Segment Start: Input data
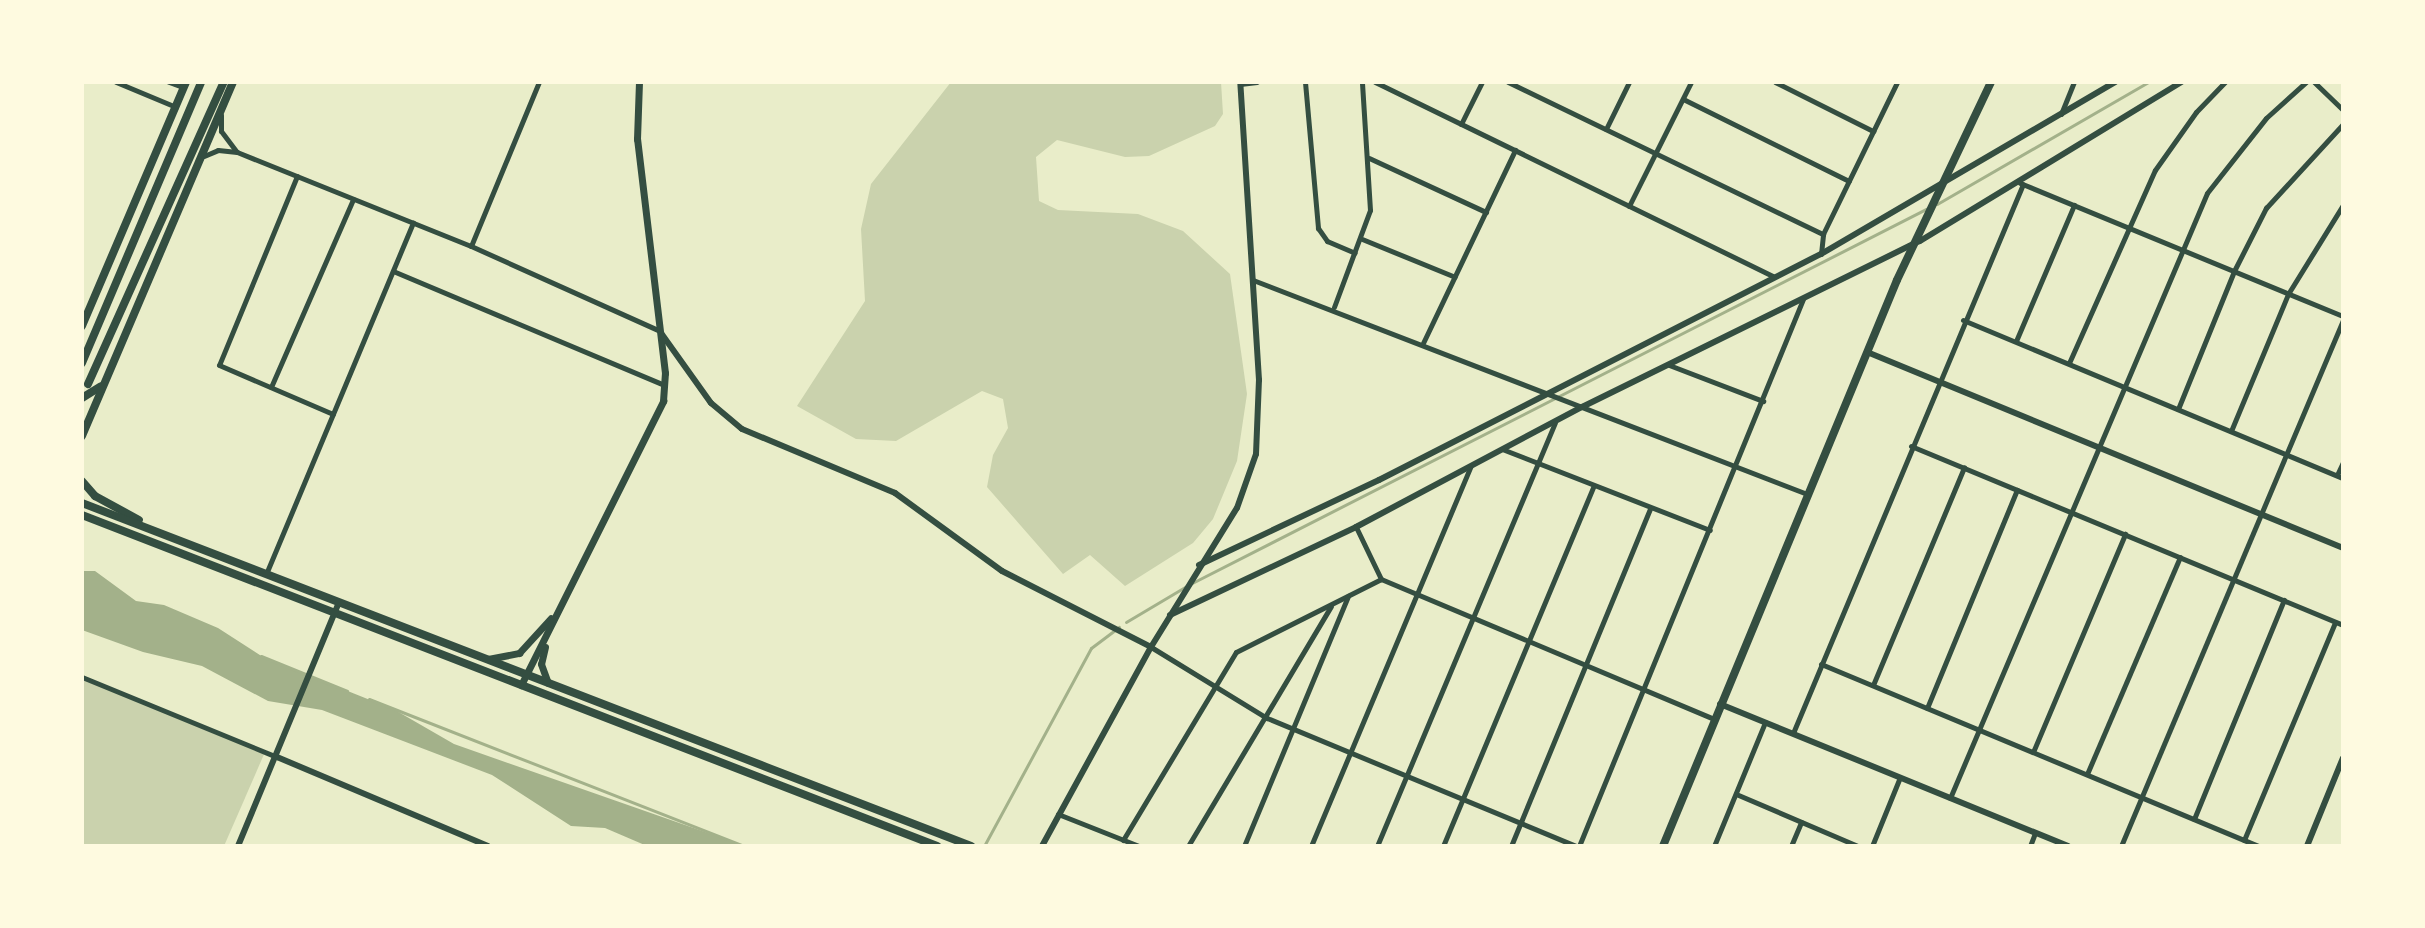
<!DOCTYPE html>
<style>
body{margin:0}
#map{position:relative;width:2425px;height:928px;overflow:hidden;background:#e9edc9;font-family:"Open Sans",sans-serif}
div>[style]{position:absolute}
.green>*{inset:0;background:#cad2ad}
.water>*{inset:0;background:#a3b18a}
.stream>*{height:3px;margin:-1.5px;padding:0 1.5px;transform-origin:1.5px;border-radius:1.5px;background:#a3b18a}
.minor>*{height:5px;margin:-2.5px;padding:0 2.5px;transform-origin:2.5px;border-radius:2.5px;background:#344e41}
.tertiary>*{height:6px;margin:-3px;padding:0 3px;transform-origin:3px;border-radius:3px;background:#344e41}
.secondary>*{height:7px;margin:-3.5px;padding:0 3.5px;transform-origin:3.5px;border-radius:3.5px;background:#344e41}
.primary>*{height:8px;margin:-4px;padding:0 4px;transform-origin:4px;border-radius:4px;background:#344e41}
span{translate:-50% -50%;white-space:nowrap;text-align:center;line-height:1.15;-webkit-text-stroke:8px #fefae0;paint-order:stroke}
.frame{position:absolute;inset:0;border:84px solid #fefae0;pointer-events:none}
</style>
<div id="map">
<div class="green">
<div style="clip-path:polygon(951px 82px,1221px 82px,1223px 114px,1215px 126px,1149px 156px,1125px 157px,1057px 140px,1036px 157px,1039px 201px,1058px 210px,1138px 214px,1183px 231px,1230px 274px,1247px 394px,1237px 461px,1213px 519px,1193px 543px,1125px 586px,1090px 555px,1063px 574px,987px 487px,993px 455px,1008px 428px,1003px 399px,982px 391px,896px 441px,856px 439px,797px 406px,865px 301px,861px 229px,871px 184px)"></div>
<div style="clip-path:polygon(82px 676px,265px 752px,224px 846px,82px 846px)"></div>
</div>
<div class="water">
<div style="clip-path:polygon(82px 571px,95px 571px,136px 601px,164px 605px,218px 628px,263px 657px,395px 710px,454px 744px,745px 846px,647px 846px,605px 828px,571px 826px,492px 775px,322px 710px,268px 701px,202px 666px,143px 652px,82px 630px)"></div>
</div>
<div class="stream">
<div style="left:1937px;top:204px;width:244px;rotate:-30deg"></div>
<div style="left:1192px;top:583px;width:824px;rotate:-27deg"></div>
<div style="left:1126px;top:622px;width:69px;rotate:-30.7deg"></div>
<div style="left:261px;top:656px;width:93px;rotate:22.1deg"></div>
<div style="left:369px;top:699px;width:404px;rotate:21.4deg"></div>
<div style="left:984px;top:846px;width:225px;rotate:-61.6deg"></div>
<div style="left:1091px;top:648px;width:35px;rotate:-37deg"></div>
</div>
<div class="minor">
<div style="left:116px;top:82px;width:65px;rotate:22.6deg"></div>
<div style="left:169px;top:82px;width:15px;rotate:20deg"></div>
<div style="left:1305px;top:82px;width:147px;rotate:84.9deg"></div>
<div style="left:1318px;top:228px;width:16px;rotate:55deg"></div>
<div style="left:1327px;top:241px;width:30px;rotate:23deg"></div>
<div style="left:1375px;top:82px;width:443px;rotate:26deg"></div>
<div style="left:1508px;top:82px;width:350px;rotate:25.8deg"></div>
<div style="left:1775px;top:82px;width:110px;rotate:26.6deg"></div>
<div style="left:2314px;top:82px;width:40px;rotate:44deg"></div>
<div style="left:1240px;top:84px;width:17px;rotate:-7deg"></div>
<div style="left:1683px;top:99px;width:185px;rotate:26.3deg"></div>
<div style="left:2061px;top:114px;width:35px;rotate:-68deg"></div>
<div style="left:221px;top:115px;width:16px;rotate:90deg"></div>
<div style="left:221px;top:131px;width:25px;rotate:53deg"></div>
<div style="left:1461px;top:124px;width:47px;rotate:-63.4deg"></div>
<div style="left:1606px;top:129px;width:52px;rotate:-63.9deg"></div>
<div style="left:204px;top:156px;width:15px;rotate:-23deg"></div>
<div style="left:218px;top:150px;width:19px;rotate:6deg"></div>
<div style="left:237px;top:152px;width:252px;rotate:21.9deg"></div>
<div style="left:471px;top:246px;width:207px;rotate:24.2deg"></div>
<div style="left:1369px;top:158px;width:129px;rotate:24.8deg"></div>
<div style="left:297px;top:176px;width:204px;rotate:112.4deg"></div>
<div style="left:219px;top:365px;width:124px;rotate:23.3deg"></div>
<div style="left:2020px;top:183px;width:349px;rotate:22.4deg"></div>
<div style="left:1629px;top:206px;width:139px;rotate:-63.4deg"></div>
<div style="left:1362px;top:239px;width:100px;rotate:22.2deg"></div>
<div style="left:471px;top:246px;width:178px;rotate:-67.5deg"></div>
<div style="left:1821px;top:254px;width:20px;rotate:-84deg"></div>
<div style="left:1823px;top:234px;width:169px;rotate:-64deg"></div>
<div style="left:393px;top:271px;width:294px;rotate:22.8deg"></div>
<div style="left:1253px;top:280px;width:594px;rotate:21.12deg"></div>
<div style="left:1334px;top:307px;width:103px;rotate:-69.6deg"></div>
<div style="left:1370px;top:210px;width:128px;rotate:-93.6deg"></div>
<div style="left:1963px;top:320px;width:412px;rotate:22.6deg"></div>
<div style="left:2016px;top:341px;width:148px;rotate:-66.9deg"></div>
<div style="left:1423px;top:343px;width:214px;rotate:-64.5deg"></div>
<div style="left:2069px;top:363px;width:211px;rotate:-66deg"></div>
<div style="left:2155px;top:170px;width:71px;rotate:-54.7deg"></div>
<div style="left:2196px;top:112px;width:42px;rotate:-46deg"></div>
<div style="left:1669px;top:365px;width:101px;rotate:21deg"></div>
<div style="left:271px;top:387px;width:205px;rotate:-66.4deg"></div>
<div style="left:2178px;top:409px;width:149px;rotate:-67.9deg"></div>
<div style="left:2234px;top:271px;width:71px;rotate:-63.1deg"></div>
<div style="left:2266px;top:208px;width:114px;rotate:-47.5deg"></div>
<div style="left:2231px;top:431px;width:148px;rotate:-67.4deg"></div>
<div style="left:2288px;top:294px;width:105px;rotate:-58.3deg"></div>
<div style="left:1911px;top:446px;width:468px;rotate:22.5deg"></div>
<div style="left:1502px;top:449px;width:223px;rotate:21.3deg"></div>
<div style="left:2337px;top:475px;width:14px;rotate:-65deg"></div>
<div style="left:1356px;top:527px;width:58px;rotate:64.3deg"></div>
<div style="left:1381px;top:579px;width:361px;rotate:22.8deg"></div>
<div style="left:266px;top:574px;width:381px;rotate:-67.3deg"></div>
<div style="left:1151px;top:647px;width:136px;rotate:31.5deg"></div>
<div style="left:1267px;top:718px;width:334px;rotate:22.5deg"></div>
<div style="left:1821px;top:664px;width:474px;rotate:22.6deg"></div>
<div style="left:82px;top:677px;width:211px;rotate:22.3deg"></div>
<div style="left:1873px;top:685px;width:236px;rotate:-67.3deg"></div>
<div style="left:1927px;top:708px;width:236px;rotate:-67.6deg"></div>
<div style="left:1793px;top:733px;width:595px;rotate:-67.27deg"></div>
<div style="left:2033px;top:752px;width:237px;rotate:-67.1deg"></div>
<div style="left:2087px;top:774px;width:236px;rotate:-66.8deg"></div>
<div style="left:1736px;top:794px;width:133px;rotate:23.1deg"></div>
<div style="left:1950px;top:798px;width:657px;rotate:-66.98deg"></div>
<div style="left:2207px;top:193px;width:95px;rotate:-51.8deg"></div>
<div style="left:2266px;top:118px;width:54px;rotate:-42deg"></div>
<div style="left:1058px;top:814px;width:87px;rotate:21.6deg"></div>
<div style="left:2194px;top:819px;width:237px;rotate:-67.7deg"></div>
<div style="left:1123px;top:840px;width:219px;rotate:-59deg"></div>
<div style="left:1236px;top:652px;width:162px;rotate:-26.7deg"></div>
<div style="left:2244px;top:840px;width:236px;rotate:-67.3deg"></div>
<div style="left:1188px;top:846px;width:279px;rotate:-59.2deg"></div>
<div style="left:1244px;top:846px;width:271px;rotate:-67.4deg"></div>
<div style="left:1311px;top:846px;width:411px;rotate:-67.2deg"></div>
<div style="left:1377px;top:846px;width:459px;rotate:-67.2deg"></div>
<div style="left:1443px;top:846px;width:389px;rotate:-67.3deg"></div>
<div style="left:1511px;top:846px;width:365px;rotate:-67.6deg"></div>
<div style="left:1579px;top:846px;width:591px;rotate:-67.73deg"></div>
<div style="left:1714px;top:846px;width:134px;rotate:-67.6deg"></div>
<div style="left:1791px;top:846px;width:26px;rotate:-67deg"></div>
<div style="left:1872px;top:846px;width:74px;rotate:-67.9deg"></div>
<div style="left:2030px;top:846px;width:14px;rotate:-69deg"></div>
<div style="left:2121px;top:846px;width:571px;rotate:-67.12deg"></div>
</div>
<div class="tertiary">
<div style="left:661px;top:333px;width:86px;rotate:54.5deg"></div>
<div style="left:711px;top:403px;width:40px;rotate:40deg"></div>
<div style="left:742px;top:429px;width:166px;rotate:22.7deg"></div>
<div style="left:895px;top:493px;width:132px;rotate:36.1deg"></div>
<div style="left:1002px;top:571px;width:167px;rotate:27deg"></div>
<div style="left:1867px;top:352px;width:515px;rotate:22.38deg"></div>
<div style="left:1199px;top:565px;width:199px;rotate:-25.3deg"></div>
<div style="left:1379px;top:480px;width:496px;rotate:-27.1deg"></div>
<div style="left:1821px;top:254px;width:341px;rotate:-30.3deg"></div>
<div style="left:1170px;top:615px;width:206px;rotate:-25.3deg"></div>
<div style="left:1356px;top:527px;width:256px;rotate:-28deg"></div>
<div style="left:1582px;top:407px;width:377px;rotate:-26.2deg"></div>
<div style="left:1920px;top:241px;width:306px;rotate:-31.3deg"></div>
<div style="left:1720px;top:704px;width:376px;rotate:22.2deg"></div>
<div style="left:277px;top:757px;width:229px;rotate:22.9deg"></div>
<div style="left:238px;top:846px;width:264px;rotate:-67.5deg"></div>
<div style="left:1042px;top:846px;width:227px;rotate:-61.3deg"></div>
<div style="left:1151px;top:647px;width:163px;rotate:-58.3deg"></div>
<div style="left:1237px;top:508px;width:57px;rotate:-70.6deg"></div>
<div style="left:1256px;top:454px;width:74px;rotate:-87.7deg"></div>
<div style="left:1259px;top:380px;width:299px;rotate:-93.6deg"></div>
<div style="left:2307px;top:846px;width:95px;rotate:-67.8deg"></div>
</div>
<div class="secondary">
<div style="left:545px;top:647px;width:17px;rotate:103deg"></div>
<div style="left:541px;top:664px;width:20px;rotate:70deg"></div>
<div style="left:488px;top:659px;width:32px;rotate:-11deg"></div>
<div style="left:519px;top:653px;width:47px;rotate:-47.6deg"></div>
<div style="left:521px;top:685px;width:318px;rotate:-63.4deg"></div>
<div style="left:663px;top:401px;width:28px;rotate:-86deg"></div>
<div style="left:665px;top:373px;width:236px;rotate:-96.8deg"></div>
<div style="left:637px;top:139px;width:57px;rotate:-88deg"></div>
</div>
<div class="primary">
<div style="left:82px;top:326px;width:265px;rotate:-66.9deg"></div>
<div style="left:82px;top:363px;width:305px;rotate:-67deg"></div>
<div style="left:88px;top:384px;width:331px;rotate:-65.8deg"></div>
<div style="left:82px;top:398px;width:22px;rotate:-32deg"></div>
<div style="left:82px;top:436px;width:385px;rotate:-66.9deg"></div>
<div style="left:82px;top:481px;width:20px;rotate:49deg"></div>
<div style="left:95px;top:496px;width:50px;rotate:28.6deg"></div>
<div style="left:82px;top:503px;width:953px;rotate:21.1deg"></div>
<div style="left:82px;top:515px;width:917px;rotate:21.16deg"></div>
<div style="left:1663px;top:846px;width:612px;rotate:-67.54deg"></div>
<div style="left:1897px;top:280px;width:219px;rotate:-64.6deg"></div>
</div>
<div class="frame"></div>
</div>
Segment End: Input data
• [Requirement]: For the word "frame", count the lines of the data that contain it and state only that count.

• [Exercise output]: 2